Berry started a heating business in 1977 and outgrew the small 10' x 24' cabin they kept 
Agnes Gustafson in which was his first retail store  and a 30' x 22' two story retail stove shop 
was constructed out of rough cut lumber. In the mid 80's a larger office space became necessary 
and the next remodel of the house included a 9' x 24' new office and a 9' x 24' luxurious bathroom complete with elevated jacuzzi tub and separate corner shower to appease wife #2, a lady named 
Louanne Hayward. Berry and Louanne divorced in about 1991. 

Then the new retail stoveshop became too small and  a 30' x 15' two story addition was added to 
it on the south end so there was a gas stove section downstairs complete with radiant heated 
floor and a rec room upstairs for the kids.  Bill and Ben, Ber's kids from the first marriage, then 
needed to go to college so the 10' x 24' cabin got a full remodel plus a 10' x 24' addition on the 
west side so the kids had their own apartment facility complete with stove, washer, dryer, eating 
counter, refrigerator, sink, shower and toilet and the new addition contained  the bedroom and 
study area. We called it the bunkhouse. Under the bunkhouse is a root cellar for storing canned 
goods and also contains two working  freezers for putting a beef into. Both Ben and Bill used 
the bunkhouse when they went to Olympic college in Bremerton as well as the kids Aleks and 
Jana  from Berry's third marriage in 1998 to a Russian beauty named Irina Nicolaevna Yandukina 
whom he met on the internet and had to fly to Russia twice to marry her there. They are still married 
as of 2019. 

In 2001 Berry and Irina closed down the heating business and moved to Mexico to retire. Ber 
got tired of threading pipe, doing chimney relines, and installing hydronic heating systems in the 
rain.  Retirement didn't really work out that way as they got involved in the helping others thing, 
constructing buildings for Indians and laying hands on the sick and watching Jesus heal them. 
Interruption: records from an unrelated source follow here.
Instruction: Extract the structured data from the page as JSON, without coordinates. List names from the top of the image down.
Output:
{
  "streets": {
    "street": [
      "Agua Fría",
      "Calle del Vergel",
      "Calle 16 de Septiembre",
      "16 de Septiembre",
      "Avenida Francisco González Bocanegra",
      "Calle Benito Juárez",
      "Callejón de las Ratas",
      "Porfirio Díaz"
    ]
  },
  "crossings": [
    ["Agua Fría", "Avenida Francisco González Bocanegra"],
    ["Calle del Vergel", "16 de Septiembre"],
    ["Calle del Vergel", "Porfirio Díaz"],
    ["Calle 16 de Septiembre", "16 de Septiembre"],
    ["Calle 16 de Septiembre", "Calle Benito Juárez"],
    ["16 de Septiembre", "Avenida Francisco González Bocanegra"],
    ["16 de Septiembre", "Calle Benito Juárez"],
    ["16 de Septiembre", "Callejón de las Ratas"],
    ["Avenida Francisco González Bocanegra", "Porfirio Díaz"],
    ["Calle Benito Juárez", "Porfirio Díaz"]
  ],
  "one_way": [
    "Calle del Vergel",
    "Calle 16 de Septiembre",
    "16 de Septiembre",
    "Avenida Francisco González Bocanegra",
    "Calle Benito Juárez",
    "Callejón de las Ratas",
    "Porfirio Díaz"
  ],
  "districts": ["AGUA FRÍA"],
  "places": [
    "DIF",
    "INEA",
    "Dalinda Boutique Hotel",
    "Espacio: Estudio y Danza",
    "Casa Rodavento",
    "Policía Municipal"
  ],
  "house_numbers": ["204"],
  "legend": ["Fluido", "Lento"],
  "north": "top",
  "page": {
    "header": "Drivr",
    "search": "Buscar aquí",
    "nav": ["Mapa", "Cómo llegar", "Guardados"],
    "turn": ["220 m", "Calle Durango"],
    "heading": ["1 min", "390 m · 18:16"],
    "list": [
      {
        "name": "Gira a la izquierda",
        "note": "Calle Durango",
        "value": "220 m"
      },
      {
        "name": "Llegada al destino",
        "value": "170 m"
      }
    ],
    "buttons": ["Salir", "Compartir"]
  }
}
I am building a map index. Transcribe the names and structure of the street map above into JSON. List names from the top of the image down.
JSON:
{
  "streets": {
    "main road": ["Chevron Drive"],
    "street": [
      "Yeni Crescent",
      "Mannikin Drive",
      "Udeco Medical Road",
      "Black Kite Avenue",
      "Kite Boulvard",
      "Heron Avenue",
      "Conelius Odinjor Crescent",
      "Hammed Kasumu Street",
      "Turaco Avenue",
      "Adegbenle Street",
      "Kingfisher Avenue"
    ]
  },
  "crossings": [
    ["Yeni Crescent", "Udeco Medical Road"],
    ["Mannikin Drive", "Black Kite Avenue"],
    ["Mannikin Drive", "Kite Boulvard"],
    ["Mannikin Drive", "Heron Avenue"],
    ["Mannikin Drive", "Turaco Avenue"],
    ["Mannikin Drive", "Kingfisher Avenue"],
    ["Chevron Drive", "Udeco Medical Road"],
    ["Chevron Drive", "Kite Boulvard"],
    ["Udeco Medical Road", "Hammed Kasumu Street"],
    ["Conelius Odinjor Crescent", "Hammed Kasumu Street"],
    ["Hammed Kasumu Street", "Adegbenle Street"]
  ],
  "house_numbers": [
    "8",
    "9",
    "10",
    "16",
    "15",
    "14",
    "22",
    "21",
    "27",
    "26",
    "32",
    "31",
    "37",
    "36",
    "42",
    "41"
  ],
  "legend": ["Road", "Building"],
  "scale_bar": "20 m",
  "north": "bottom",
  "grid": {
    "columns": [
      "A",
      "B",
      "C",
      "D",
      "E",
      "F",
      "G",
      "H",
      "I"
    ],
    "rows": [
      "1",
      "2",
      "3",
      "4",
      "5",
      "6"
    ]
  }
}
In 2016 they moved to Davenport, WA and found a just right place on the edge of town bordering 
a 640 acre wheatfield for privacy that came with 6 lots so are developing their own mini farm there. 
The move was so they could be close to Ber's first son Bill, now 42,  who heads up the Davenport 
School district's transportation dept and help with the raising of his family.